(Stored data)

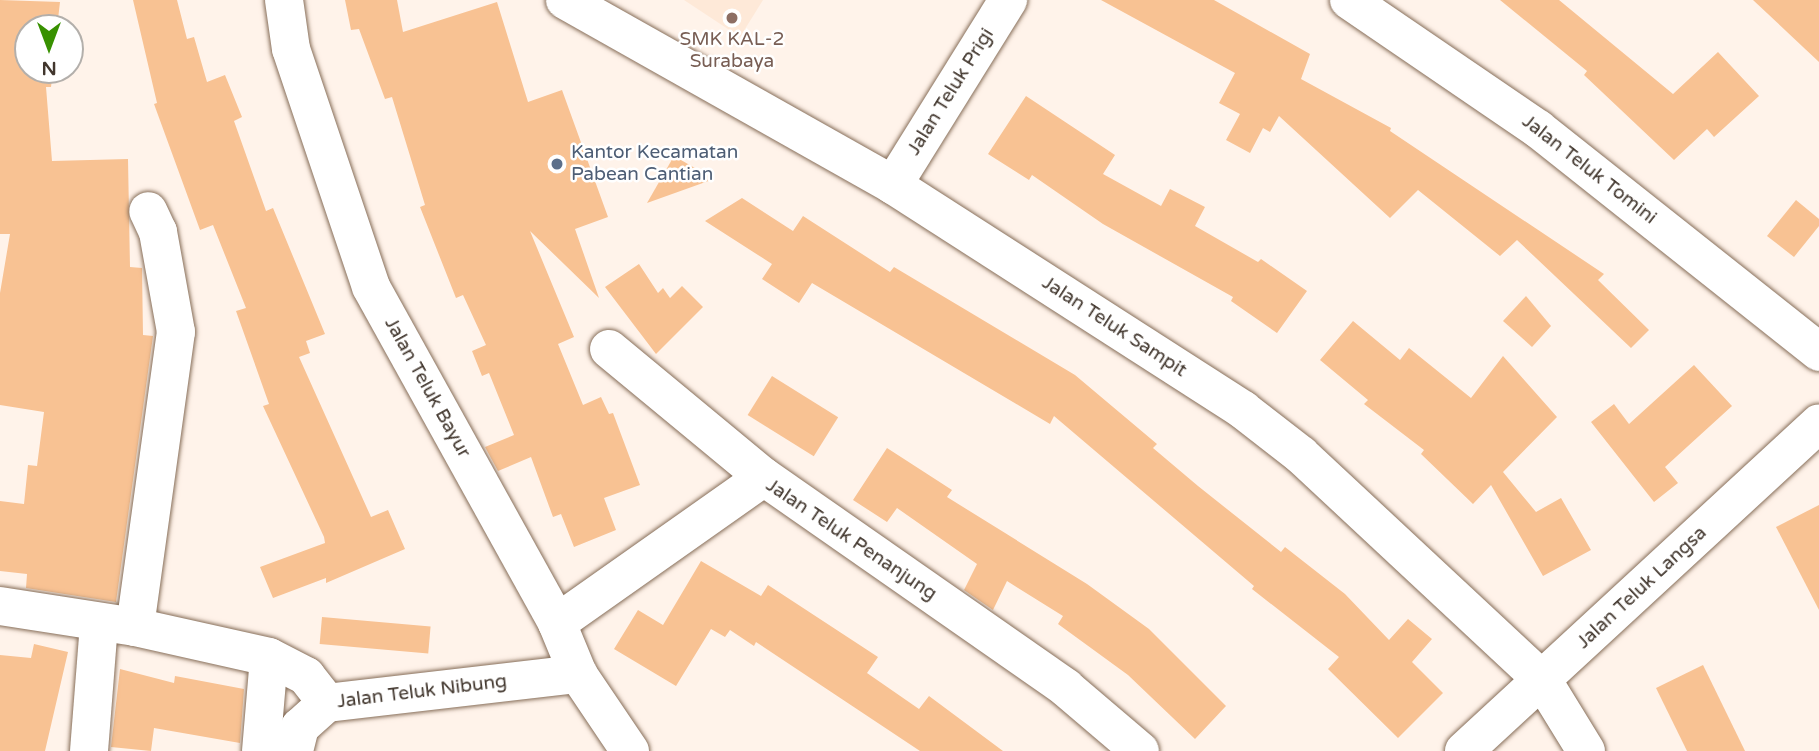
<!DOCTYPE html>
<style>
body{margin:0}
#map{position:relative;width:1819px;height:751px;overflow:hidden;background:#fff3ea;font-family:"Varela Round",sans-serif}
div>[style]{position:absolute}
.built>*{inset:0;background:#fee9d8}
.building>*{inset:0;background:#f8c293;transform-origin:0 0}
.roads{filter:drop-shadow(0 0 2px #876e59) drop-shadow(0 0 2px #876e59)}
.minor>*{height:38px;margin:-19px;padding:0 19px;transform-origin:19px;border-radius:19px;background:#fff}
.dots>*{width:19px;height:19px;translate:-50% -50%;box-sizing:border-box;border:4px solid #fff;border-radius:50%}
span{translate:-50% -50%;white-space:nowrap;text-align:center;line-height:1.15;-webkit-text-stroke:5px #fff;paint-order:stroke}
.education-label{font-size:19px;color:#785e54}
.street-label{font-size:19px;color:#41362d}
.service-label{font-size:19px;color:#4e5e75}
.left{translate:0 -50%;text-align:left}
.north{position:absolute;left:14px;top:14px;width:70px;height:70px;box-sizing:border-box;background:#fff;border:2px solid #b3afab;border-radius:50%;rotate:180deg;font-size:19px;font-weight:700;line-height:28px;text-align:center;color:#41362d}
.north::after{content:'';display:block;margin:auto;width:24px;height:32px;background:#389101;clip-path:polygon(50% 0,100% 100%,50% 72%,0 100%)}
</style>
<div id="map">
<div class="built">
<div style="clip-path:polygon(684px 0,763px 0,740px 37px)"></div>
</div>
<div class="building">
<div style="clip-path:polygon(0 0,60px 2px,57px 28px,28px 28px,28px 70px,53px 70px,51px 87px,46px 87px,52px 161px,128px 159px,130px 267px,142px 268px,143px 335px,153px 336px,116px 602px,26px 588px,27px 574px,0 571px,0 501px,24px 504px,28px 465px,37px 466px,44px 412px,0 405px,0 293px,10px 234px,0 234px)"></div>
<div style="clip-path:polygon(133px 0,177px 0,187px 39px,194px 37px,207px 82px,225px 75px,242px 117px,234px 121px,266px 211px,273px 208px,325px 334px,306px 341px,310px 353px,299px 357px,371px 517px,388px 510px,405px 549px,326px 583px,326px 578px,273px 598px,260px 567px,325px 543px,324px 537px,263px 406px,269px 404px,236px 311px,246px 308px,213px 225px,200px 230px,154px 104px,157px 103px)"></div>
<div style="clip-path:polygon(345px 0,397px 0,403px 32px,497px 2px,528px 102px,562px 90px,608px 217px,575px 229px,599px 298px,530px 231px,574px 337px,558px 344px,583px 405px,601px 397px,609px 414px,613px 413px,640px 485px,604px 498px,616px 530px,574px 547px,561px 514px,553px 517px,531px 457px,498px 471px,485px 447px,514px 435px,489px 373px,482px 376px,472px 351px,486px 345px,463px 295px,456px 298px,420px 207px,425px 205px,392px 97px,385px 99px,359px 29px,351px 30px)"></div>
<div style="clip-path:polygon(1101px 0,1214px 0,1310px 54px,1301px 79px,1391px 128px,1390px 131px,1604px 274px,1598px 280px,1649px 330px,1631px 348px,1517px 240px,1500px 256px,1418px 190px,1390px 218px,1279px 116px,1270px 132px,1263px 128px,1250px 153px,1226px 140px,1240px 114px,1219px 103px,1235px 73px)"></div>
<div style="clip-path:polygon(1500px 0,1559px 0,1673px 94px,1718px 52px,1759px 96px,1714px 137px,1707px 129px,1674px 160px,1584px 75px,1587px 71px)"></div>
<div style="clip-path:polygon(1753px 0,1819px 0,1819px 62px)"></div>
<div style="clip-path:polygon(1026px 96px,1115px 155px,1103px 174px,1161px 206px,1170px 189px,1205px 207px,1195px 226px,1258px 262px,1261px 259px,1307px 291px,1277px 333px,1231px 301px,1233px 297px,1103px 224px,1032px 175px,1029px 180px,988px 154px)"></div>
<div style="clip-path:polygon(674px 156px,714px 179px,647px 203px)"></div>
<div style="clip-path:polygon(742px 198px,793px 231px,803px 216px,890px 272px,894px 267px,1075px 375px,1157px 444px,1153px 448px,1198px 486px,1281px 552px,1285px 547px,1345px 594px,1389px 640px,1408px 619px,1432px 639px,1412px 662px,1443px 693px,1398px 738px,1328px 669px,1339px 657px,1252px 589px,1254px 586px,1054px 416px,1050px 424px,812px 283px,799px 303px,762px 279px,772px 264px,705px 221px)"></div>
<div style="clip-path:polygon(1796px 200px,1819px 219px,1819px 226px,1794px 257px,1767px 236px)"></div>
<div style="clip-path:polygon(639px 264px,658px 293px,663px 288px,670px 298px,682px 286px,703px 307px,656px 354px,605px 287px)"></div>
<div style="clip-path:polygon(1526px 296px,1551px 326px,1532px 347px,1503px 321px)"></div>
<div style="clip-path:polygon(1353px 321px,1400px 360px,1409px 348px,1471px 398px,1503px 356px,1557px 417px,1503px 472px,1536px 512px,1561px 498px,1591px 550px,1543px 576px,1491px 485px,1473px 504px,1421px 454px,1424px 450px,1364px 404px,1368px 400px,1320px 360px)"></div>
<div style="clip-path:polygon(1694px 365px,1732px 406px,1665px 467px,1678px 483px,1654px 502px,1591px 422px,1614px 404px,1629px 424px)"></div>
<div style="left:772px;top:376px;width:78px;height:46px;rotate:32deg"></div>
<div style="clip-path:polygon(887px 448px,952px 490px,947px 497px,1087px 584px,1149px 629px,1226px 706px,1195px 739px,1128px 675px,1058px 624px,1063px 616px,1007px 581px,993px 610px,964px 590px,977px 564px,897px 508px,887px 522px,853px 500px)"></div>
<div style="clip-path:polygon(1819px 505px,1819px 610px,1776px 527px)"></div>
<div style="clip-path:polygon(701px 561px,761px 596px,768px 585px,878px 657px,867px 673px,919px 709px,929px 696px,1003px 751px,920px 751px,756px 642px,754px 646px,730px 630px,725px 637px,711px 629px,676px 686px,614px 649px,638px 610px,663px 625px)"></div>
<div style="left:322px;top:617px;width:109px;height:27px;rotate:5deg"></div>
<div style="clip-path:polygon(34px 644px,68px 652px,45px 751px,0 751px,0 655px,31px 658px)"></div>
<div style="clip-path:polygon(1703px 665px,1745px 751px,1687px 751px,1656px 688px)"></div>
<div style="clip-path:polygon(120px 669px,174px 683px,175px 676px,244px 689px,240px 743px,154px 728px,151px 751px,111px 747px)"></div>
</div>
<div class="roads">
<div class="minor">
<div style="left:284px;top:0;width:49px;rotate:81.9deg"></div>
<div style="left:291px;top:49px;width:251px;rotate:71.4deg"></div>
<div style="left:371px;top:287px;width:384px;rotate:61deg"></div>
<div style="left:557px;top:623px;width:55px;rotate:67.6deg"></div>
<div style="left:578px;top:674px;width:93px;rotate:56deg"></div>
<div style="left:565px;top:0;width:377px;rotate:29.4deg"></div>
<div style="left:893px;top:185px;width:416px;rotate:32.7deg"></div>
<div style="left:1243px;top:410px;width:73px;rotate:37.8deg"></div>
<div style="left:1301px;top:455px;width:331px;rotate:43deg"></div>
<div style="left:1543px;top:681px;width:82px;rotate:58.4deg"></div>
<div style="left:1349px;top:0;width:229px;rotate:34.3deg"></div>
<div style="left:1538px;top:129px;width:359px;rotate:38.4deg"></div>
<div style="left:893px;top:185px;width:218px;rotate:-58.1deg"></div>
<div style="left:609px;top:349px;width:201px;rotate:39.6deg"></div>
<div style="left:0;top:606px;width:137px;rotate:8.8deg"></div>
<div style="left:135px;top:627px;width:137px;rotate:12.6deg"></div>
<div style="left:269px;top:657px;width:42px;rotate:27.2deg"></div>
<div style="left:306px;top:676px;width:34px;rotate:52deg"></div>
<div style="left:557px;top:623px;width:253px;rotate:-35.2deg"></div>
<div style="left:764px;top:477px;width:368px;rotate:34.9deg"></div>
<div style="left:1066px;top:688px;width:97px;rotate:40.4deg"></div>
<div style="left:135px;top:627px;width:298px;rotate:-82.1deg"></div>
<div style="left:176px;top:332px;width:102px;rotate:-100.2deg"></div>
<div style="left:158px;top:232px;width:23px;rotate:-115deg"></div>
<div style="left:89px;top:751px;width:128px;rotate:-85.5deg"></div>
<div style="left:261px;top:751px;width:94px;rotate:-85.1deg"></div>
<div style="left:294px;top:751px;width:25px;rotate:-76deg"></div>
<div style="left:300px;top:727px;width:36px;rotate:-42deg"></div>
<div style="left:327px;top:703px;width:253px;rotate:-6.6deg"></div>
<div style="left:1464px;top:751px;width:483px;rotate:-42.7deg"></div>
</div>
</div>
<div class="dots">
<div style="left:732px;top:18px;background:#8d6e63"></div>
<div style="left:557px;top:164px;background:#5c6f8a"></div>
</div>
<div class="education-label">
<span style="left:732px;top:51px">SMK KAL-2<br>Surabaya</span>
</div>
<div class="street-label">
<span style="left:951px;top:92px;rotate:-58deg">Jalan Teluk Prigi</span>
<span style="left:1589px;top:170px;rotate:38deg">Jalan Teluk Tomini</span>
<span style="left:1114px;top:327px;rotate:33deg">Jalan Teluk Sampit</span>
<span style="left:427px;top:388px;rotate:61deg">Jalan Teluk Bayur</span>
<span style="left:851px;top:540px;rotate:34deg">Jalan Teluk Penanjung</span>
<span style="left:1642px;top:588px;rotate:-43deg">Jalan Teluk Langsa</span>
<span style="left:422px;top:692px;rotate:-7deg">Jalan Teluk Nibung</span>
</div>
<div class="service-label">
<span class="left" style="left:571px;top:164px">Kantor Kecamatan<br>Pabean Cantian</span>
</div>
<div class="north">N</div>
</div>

What is expected - Give back an exact repeat of the lines from the top of the data through the line that holds "2px #876e59) drop-shadow(0", both included, and omit pictures.

Task solution -
<!DOCTYPE html>
<style>
body{margin:0}
#map{position:relative;width:1819px;height:751px;overflow:hidden;background:#fff3ea;font-family:"Varela Round",sans-serif}
div>[style]{position:absolute}
.built>*{inset:0;background:#fee9d8}
.building>*{inset:0;background:#f8c293;transform-origin:0 0}
.roads{filter:drop-shadow(0 0 2px #876e59) drop-shadow(0 0 2px #876e59)}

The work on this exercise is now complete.